* [Task details]
Please give back only the lines below from the one containing "M1745,152L1750,161L1740,166L1736,157Z" to the one containing "M2024,393V408L2018,395Z", each repeated word for word, both ends included.

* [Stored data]
******************************
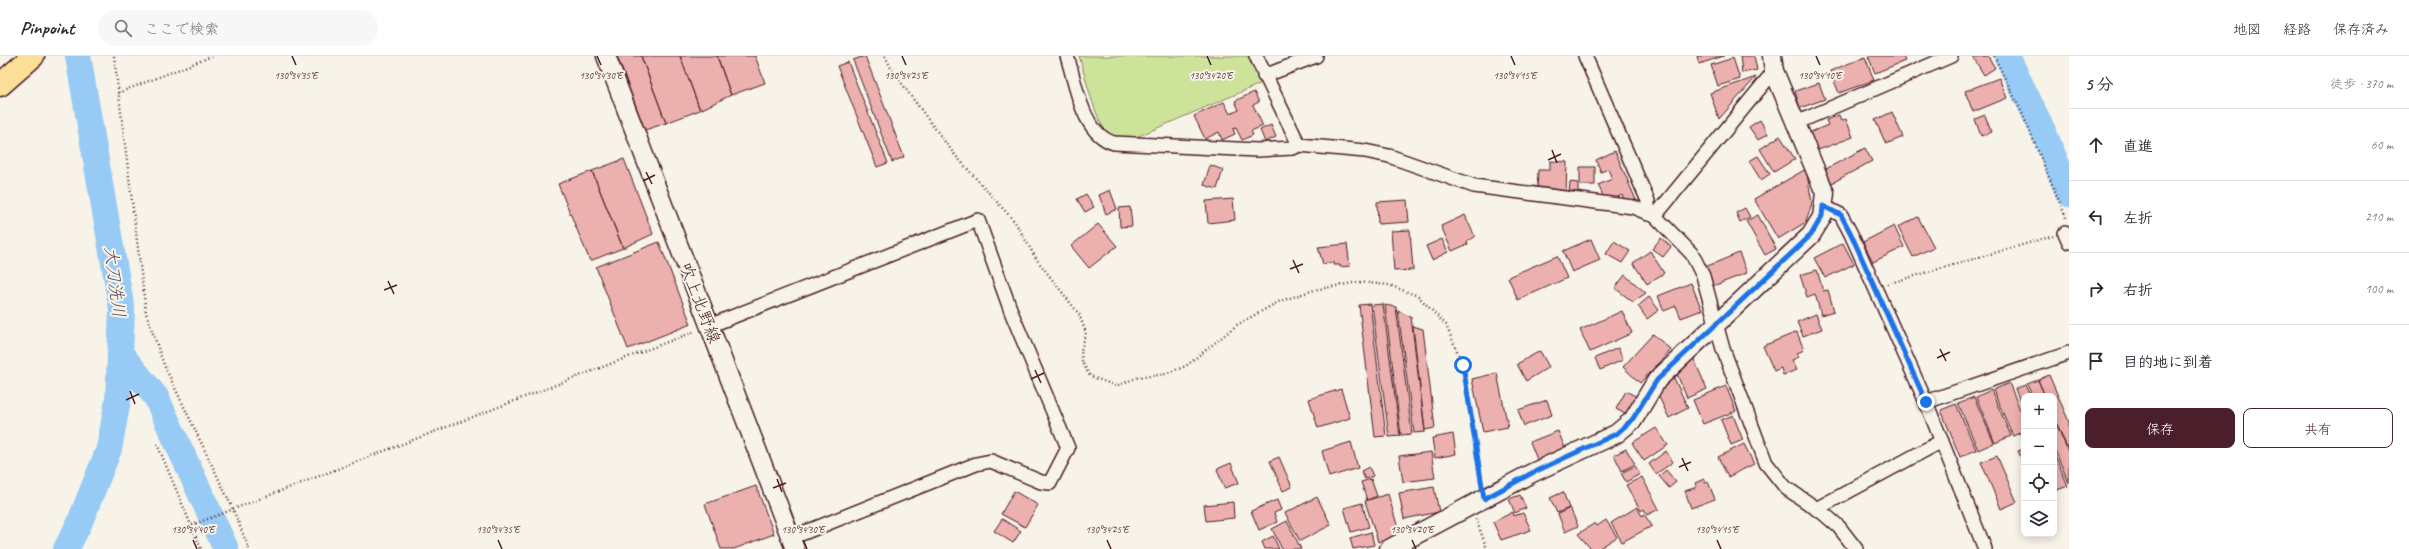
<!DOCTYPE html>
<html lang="ja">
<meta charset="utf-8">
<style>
body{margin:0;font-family:Caveat,"Klee One",sans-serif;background:#f7f7f7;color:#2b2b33}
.controls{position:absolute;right:12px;bottom:12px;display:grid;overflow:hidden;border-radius:8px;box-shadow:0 2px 10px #0003}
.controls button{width:36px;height:36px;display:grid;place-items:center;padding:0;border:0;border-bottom:1px solid #e1e1e2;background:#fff;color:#2b2b33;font:20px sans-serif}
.stop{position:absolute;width:12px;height:12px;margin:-9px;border:3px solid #1a73e8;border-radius:50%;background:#fff}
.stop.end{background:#1a73e8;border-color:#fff;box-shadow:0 1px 4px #0008}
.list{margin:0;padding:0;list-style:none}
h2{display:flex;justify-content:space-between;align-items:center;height:52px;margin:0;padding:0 16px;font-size:17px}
h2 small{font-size:13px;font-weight:400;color:#7c7c81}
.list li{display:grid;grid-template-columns:26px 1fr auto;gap:12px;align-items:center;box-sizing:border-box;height:72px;padding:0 16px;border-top:1px solid #e1e1e2}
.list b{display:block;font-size:15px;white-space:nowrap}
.list em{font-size:13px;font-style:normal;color:#7c7c81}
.actions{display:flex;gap:8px;padding:12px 16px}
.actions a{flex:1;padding:9px 0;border:1px solid #4a1f2b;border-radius:8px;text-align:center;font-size:14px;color:#4a1f2b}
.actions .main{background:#4a1f2b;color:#fff}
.icon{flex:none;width:22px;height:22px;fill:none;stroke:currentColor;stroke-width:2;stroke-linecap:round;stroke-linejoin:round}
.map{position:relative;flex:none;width:2069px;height:493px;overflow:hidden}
header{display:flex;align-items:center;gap:24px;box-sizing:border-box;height:56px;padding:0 20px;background:#fff;border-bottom:1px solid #e1e1e2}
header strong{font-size:19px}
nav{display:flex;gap:22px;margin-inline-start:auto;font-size:14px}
.search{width:280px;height:36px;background:#f7f7f7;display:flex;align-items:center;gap:10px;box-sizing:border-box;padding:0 14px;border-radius:22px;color:#7c7c81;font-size:15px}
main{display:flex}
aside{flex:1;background:#fff}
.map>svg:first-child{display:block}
</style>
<header>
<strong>Pinpoint</strong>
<div class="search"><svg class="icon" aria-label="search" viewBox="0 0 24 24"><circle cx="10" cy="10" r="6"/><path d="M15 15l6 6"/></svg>ここで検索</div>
<nav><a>地図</a><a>経路</a><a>保存済み</a></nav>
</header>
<main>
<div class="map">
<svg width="2069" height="493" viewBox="0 0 2069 493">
<rect width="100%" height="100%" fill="#f7f3e8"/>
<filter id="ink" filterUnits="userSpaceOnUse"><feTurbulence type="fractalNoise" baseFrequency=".025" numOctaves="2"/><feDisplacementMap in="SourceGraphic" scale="8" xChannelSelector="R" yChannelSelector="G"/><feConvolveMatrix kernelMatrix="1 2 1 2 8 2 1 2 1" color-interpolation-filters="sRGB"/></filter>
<g filter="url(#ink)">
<!-- green -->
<path fill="#cce399" stroke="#8b8162" d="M1079,0H1248L1260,28L1134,82C1125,81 1114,82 1107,76C1096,67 1084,16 1079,0Z"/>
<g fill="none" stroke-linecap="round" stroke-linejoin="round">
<!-- river -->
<path stroke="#97cbf5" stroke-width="26" d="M2007,0L2044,77L2069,138
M120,297L156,341L226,493
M66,493L79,468L109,393L118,344L122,254L78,0"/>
</g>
<!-- building -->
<path fill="#ecb0ae" stroke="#4a1f2b" d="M617,0H641L666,67L645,74Z
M641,0H680L700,54L666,67Z
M680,0H717L731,39L700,54Z
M717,0H755L765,27L731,39Z
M865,0L904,101L892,106L853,4Z
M1697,0H1724L1699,8Z
M1740,0H1754L1757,14L1742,17Z
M1868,0H1903L1905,5L1875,17Z
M1988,0L1995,12L1984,19L1973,1Z
M1865,1L1874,24L1839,37L1830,15Z
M1733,2L1740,23L1718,30L1711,9Z
M848,6L888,107L877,111L837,10Z
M1756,21L1719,63L1710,37Z
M1999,22L2007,42L1973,56L1965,35Z
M1819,27L1825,43L1800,52L1795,35Z
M1254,36L1259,46L1253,49L1263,70L1251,75L1253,79L1242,84L1236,72L1233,73L1235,78L1222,84L1219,76L1205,83L1194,60L1224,46L1230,58L1239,54L1235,45Z
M1892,56L1903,81L1886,88L1875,64Z
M1839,59L1841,65L1846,63L1853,81L1813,96L1806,78L1828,69L1826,64Z
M1985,59L1991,76L1981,80L1975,63Z
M1760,64L1768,78L1758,84L1749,71Z
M1271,69L1276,81L1265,86L1260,74Z
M1780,80L1795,103L1774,116L1760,93Z
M1865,92L1872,105L1832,127L1824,114Z
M1615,95L1636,144L1627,149L1622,139L1606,146L1598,129L1612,123L1608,113L1601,116L1596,104Z
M1758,100L1770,118L1761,124L1749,105Z
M624,103L653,178L623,192L592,115Z
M1550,105L1567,106L1566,137L1537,136L1538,114H1550Z
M1210,109L1223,114L1217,133L1204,129Z
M1580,111H1595V129H1580Z
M1806,113L1812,147L1806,166L1778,183L1754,143Z
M592,115L623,192L590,205L558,128Z
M1570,126L1578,127V138L1569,137Z
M1110,134L1117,153L1106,158L1099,139Z
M1086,138L1094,151L1085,156L1077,143Z
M1233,143L1235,164L1208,167L1206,145Z
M1407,144L1409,166L1378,168L1377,146Z
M1130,151L1132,170L1120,171L1119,152Z
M1745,152L1750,161L1740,166L1736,157Z
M1465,159L1475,181L1467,185L1468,188L1452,195L1441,170Z
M1758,159L1776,193L1765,199L1746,165Z
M1918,161L1934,191L1913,201L1898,171Z
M1098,168L1117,190L1089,212L1071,190Z
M1894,170L1904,191L1873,206L1863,186Z
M1410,174L1413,214L1394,215L1391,175Z
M1661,182L1671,191L1663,201L1652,193Z
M1442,183L1448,196L1432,204L1426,190Z
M1591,183L1600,204L1572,216L1563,195Z
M1614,185L1630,195L1622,207L1606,198Z
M659,186L691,268L628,293L596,211Z
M1843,187L1854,208L1825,222L1814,202Z
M1347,188L1350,210L1340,211V209H1333V206L1323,208L1318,191Z
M1650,195L1664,217L1647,228L1633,207Z
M1739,197L1747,217L1713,230L1705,211Z
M1557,200L1567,222L1518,244L1508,221Z
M1817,214L1823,235L1828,234L1834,255L1821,259L1815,238L1807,241L1800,219Z
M1625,219L1646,237L1633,246L1615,232Z
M1691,227L1702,254L1681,262L1676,250L1664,255L1658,240Z
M1649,241L1659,254L1647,263L1638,250Z
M1370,248L1386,380L1375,381L1359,249Z
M1383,248L1400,380L1389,381L1372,249Z
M1385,249L1396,251L1412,378L1401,379Z
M1398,255L1411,261L1425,376L1414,377Z
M1622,255L1632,277L1590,296L1580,274Z
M1816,258L1822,273L1803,280L1797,266Z
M1413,270L1423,273L1435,372L1425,374Z
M1797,276L1804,294L1797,297L1799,301L1792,304L1797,314L1783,319L1781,312L1774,315L1763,290Z
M1653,278L1671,294L1640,327L1623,311Z
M1618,292L1623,304L1600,314L1595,302Z
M1540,295L1549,311L1526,325L1517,308Z
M1693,301L1707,333L1687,342L1676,316Z
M1497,317L1508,371L1483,376L1472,323Z
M2049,319L2069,366V396L2054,361V340H2045L2038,324Z
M1673,320L1688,352L1669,362L1657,337Z
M2038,324L2045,340H2032L2027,328Z
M2009,327L2024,363V375L2013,380L1993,334Z
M2025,329L2030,340H2024V355L2015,333Z
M1726,330L1736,355L1703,368L1693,344Z
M1341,333L1350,362L1318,372L1309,343Z
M1991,334L2011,380L1995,387L1976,341Z
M1626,335L1637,341L1627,359L1616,353Z
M1974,341L1994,387L1978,394L1958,347Z
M1547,344L1552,359L1524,370L1518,354Z
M1956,348L1976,394L1960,401L1941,354Z
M1733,359L1743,384L1731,389L1721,364Z
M2054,362L2069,398V427L2054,392Z
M1656,372L1668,389L1644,405L1632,387Z
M1558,375L1566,394L1538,406L1530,386Z
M1453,378L1456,398L1435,402L1432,382Z
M1351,386L1358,412L1329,421L1322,395Z
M1744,388L1754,408L1728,421L1718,401Z
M1626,393L1635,408L1622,415L1614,399Z
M2024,393V408L2018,395Z
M1666,395L1673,406L1656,418L1649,408Z
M1431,396L1435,422L1403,426L1399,400Z
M2054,397L2068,430L2057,434L2054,426Z
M1997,400L2017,446L2001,453L1981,406Z
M1279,401L1292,431L1283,435L1270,405Z
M1231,407L1239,427L1224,432L1217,413Z
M1635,410L1640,418L1626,426L1621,417Z
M1369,411L1373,420L1365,423L1361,415Z
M1666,414L1676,426L1669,432L1659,420Z
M1642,421L1659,453L1647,459L1644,453L1641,455L1626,429Z
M1371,423L1377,440L1367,444L1361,426Z
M1704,423L1705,427L1708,426L1715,443L1691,452L1685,435L1697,431L1695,427Z
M756,430L774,478L734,493H721L705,448Z
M1434,431L1439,456L1404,463L1399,437Z
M1014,435L1038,449L1025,471L1001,458Z
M1563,436L1569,452L1557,457L1550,442Z
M1388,438L1400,479L1378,486L1365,445Z
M1520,439L1526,452L1515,457L1509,443Z
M1317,441L1331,469L1300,485L1285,457Z
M1277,444L1281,454L1274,457L1277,466L1259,474L1251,455Z
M1233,446L1234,462L1206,465L1204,449Z
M1362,447L1369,471L1351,476L1344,452Z
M1637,451L1642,460L1644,458L1652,470L1622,486L1611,467Z
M1570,452L1578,470L1565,476L1558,458Z
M1513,456L1514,460L1523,457L1531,474L1501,484L1493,466Z
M1002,463L1021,475L1013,487L994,475Z
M1606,464L1617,481L1598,493H1591L1578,478L1595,467L1597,470Z
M1287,465L1301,493H1282L1272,473Z
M1371,476L1374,489L1353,493L1350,482Z
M1273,480L1279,493H1265L1262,486Z"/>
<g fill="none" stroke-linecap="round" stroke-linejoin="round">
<defs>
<path id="street" d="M1067,0C1076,28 1082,78 1114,87L1257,94L1293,92L1299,89L1365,95L1389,100L1474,130L1633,151L1655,160L1692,198L1703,220L1723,293L1766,407L1786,432L1823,457L1839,471L1856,493
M1256,0L1299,89
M1585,0L1648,145V158
M1264,20L1316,0
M1796,67L1951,0
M1823,150L1841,159L1851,178L1926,346L1985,493
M1655,160L1774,15
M2065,177L2069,186
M709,270L978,164L1012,258L1068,392L1050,427L1041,426L991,405L976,408L791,482
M1926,346L2069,297
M1816,453L1942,385"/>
<path id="secondary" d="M606,0L795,493
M1389,493L1532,417L1616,378L1633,364L1657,324L1811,179L1822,161L1825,137L1774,15L1772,0"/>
<path id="highway" d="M0,29L33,0"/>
</defs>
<!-- street casing -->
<use href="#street" stroke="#4a1f2b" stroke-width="16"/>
<!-- secondary casing -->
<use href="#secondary" stroke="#4a1f2b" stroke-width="21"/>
<!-- highway casing -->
<use href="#highway" stroke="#4a1f2b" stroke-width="25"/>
<!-- path -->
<path stroke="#4a1f2b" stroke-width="2.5" stroke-dasharray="1 3" stroke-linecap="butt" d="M114,0L146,257L164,309L233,453L249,493
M885,0L892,14L927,62L955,99L1015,166L1037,204L1079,258L1086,277L1081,294L1082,306L1090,320L1116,330L1136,322L1165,318L1186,310L1237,269L1278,246L1314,234L1358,226L1389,229L1418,240L1446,269L1463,309L1481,426
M1994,0L2022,57L2067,164
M118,37L213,0
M1887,228L2053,180
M157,388L201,493
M1476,463L1487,493
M192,469L696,275"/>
<!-- street -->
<use href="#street" stroke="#f7f3e8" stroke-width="13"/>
<!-- secondary -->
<use href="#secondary" stroke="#f7f3e8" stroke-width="18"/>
<!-- highway -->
<use href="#highway" stroke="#fbdf96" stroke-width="22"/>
</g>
</g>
<g fill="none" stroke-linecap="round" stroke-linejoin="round" filter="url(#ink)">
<!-- route -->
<path stroke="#1a73e8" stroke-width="5" d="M1463,309L1484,443L1532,417L1616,378L1632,364L1657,324L1811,179L1822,160L1823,150L1841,159L1851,178L1926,346"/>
</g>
<!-- ticks -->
<path fill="none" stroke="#4a1f2b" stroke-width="1.5" d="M292,0L296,9M597,0L601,9M902,0L906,9M1207,0L1211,9M1511,0L1515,9M1816,0L1820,9M1552,94L1557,107M1548,104L1561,98M646,116L652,128M643,125L655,119M1293,204L1299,217M1290,213L1303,208M388,225L394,238M384,234L397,229M1940,293L1946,305M1937,302L1950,296M1035,314L1041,327M1031,323L1044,317M130,335L135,348M126,344L139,338M1682,402L1688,415M1679,411L1691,406M777,423L782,436M773,432L786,427M193,484L197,493M498,484L502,493M803,484L807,493M1107,484L1111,493M1412,484L1416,493M1717,484L1721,493"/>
<g text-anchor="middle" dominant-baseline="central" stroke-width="4" stroke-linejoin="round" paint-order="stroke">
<!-- street labels -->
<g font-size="17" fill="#4a1f2b" stroke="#f7f3e8">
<text transform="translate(700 247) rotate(69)">吹上北野線</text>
</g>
<!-- water labels -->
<g font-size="18" font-style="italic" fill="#5d4a5e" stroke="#f7f3e8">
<text transform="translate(115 226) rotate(83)">大刀洗川</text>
</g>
</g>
<g font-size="10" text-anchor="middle" fill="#4a1f2b" stroke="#f7f3e8" stroke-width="4" stroke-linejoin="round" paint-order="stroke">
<text x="296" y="23">130°34'35"E</text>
<text x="601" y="23">130°34'30"E</text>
<text x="906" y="23">130°34'25"E</text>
<text x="1211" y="23">130°34'20"E</text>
<text x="1515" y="23">130°34'15"E</text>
<text x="1820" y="23">130°34'10"E</text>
<text x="193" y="477">130°34'40"E</text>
<text x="498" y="477">130°34'35"E</text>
<text x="803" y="477">130°34'30"E</text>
<text x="1107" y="477">130°34'25"E</text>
<text x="1412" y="477">130°34'20"E</text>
<text x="1717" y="477">130°34'15"E</text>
</g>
</svg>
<div class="controls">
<button>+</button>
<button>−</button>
<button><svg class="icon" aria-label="locate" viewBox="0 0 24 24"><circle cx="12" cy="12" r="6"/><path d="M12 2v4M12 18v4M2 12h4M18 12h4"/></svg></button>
<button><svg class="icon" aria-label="layers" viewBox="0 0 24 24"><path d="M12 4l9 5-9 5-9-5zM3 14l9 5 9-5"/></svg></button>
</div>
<div class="stop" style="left:1463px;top:309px"></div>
<div class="stop end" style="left:1926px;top:346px"></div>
</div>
<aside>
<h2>5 分<small>徒歩 · 370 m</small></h2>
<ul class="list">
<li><svg class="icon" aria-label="ahead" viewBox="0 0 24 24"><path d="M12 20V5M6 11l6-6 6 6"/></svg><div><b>直進</b></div><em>60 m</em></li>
<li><svg class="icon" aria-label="left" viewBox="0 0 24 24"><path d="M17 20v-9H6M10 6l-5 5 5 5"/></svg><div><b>左折</b></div><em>210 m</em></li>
<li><svg class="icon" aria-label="right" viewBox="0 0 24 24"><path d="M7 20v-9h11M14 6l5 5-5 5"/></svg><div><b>右折</b></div><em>100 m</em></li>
<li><svg class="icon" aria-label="arrive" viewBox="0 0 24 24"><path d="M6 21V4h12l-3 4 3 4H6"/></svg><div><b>目的地に到着</b></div></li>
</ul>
<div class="actions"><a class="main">保存</a><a>共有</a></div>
</aside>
</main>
******************************
* [Task output]
M1745,152L1750,161L1740,166L1736,157Z
M1465,159L1475,181L1467,185L1468,188L1452,195L1441,170Z
M1758,159L1776,193L1765,199L1746,165Z
M1918,161L1934,191L1913,201L1898,171Z
M1098,168L1117,190L1089,212L1071,190Z
M1894,170L1904,191L1873,206L1863,186Z
M1410,174L1413,214L1394,215L1391,175Z
M1661,182L1671,191L1663,201L1652,193Z
M1442,183L1448,196L1432,204L1426,190Z
M1591,183L1600,204L1572,216L1563,195Z
M1614,185L1630,195L1622,207L1606,198Z
M659,186L691,268L628,293L596,211Z
M1843,187L1854,208L1825,222L1814,202Z
M1347,188L1350,210L1340,211V209H1333V206L1323,208L1318,191Z
M1650,195L1664,217L1647,228L1633,207Z
M1739,197L1747,217L1713,230L1705,211Z
M1557,200L1567,222L1518,244L1508,221Z
M1817,214L1823,235L1828,234L1834,255L1821,259L1815,238L1807,241L1800,219Z
M1625,219L1646,237L1633,246L1615,232Z
M1691,227L1702,254L1681,262L1676,250L1664,255L1658,240Z
M1649,241L1659,254L1647,263L1638,250Z
M1370,248L1386,380L1375,381L1359,249Z
M1383,248L1400,380L1389,381L1372,249Z
M1385,249L1396,251L1412,378L1401,379Z
M1398,255L1411,261L1425,376L1414,377Z
M1622,255L1632,277L1590,296L1580,274Z
M1816,258L1822,273L1803,280L1797,266Z
M1413,270L1423,273L1435,372L1425,374Z
M1797,276L1804,294L1797,297L1799,301L1792,304L1797,314L1783,319L1781,312L1774,315L1763,290Z
M1653,278L1671,294L1640,327L1623,311Z
M1618,292L1623,304L1600,314L1595,302Z
M1540,295L1549,311L1526,325L1517,308Z
M1693,301L1707,333L1687,342L1676,316Z
M1497,317L1508,371L1483,376L1472,323Z
M2049,319L2069,366V396L2054,361V340H2045L2038,324Z
M1673,320L1688,352L1669,362L1657,337Z
M2038,324L2045,340H2032L2027,328Z
M2009,327L2024,363V375L2013,380L1993,334Z
M2025,329L2030,340H2024V355L2015,333Z
M1726,330L1736,355L1703,368L1693,344Z
M1341,333L1350,362L1318,372L1309,343Z
M1991,334L2011,380L1995,387L1976,341Z
M1626,335L1637,341L1627,359L1616,353Z
M1974,341L1994,387L1978,394L1958,347Z
M1547,344L1552,359L1524,370L1518,354Z
M1956,348L1976,394L1960,401L1941,354Z
M1733,359L1743,384L1731,389L1721,364Z
M2054,362L2069,398V427L2054,392Z
M1656,372L1668,389L1644,405L1632,387Z
M1558,375L1566,394L1538,406L1530,386Z
M1453,378L1456,398L1435,402L1432,382Z
M1351,386L1358,412L1329,421L1322,395Z
M1744,388L1754,408L1728,421L1718,401Z
M1626,393L1635,408L1622,415L1614,399Z
M2024,393V408L2018,395Z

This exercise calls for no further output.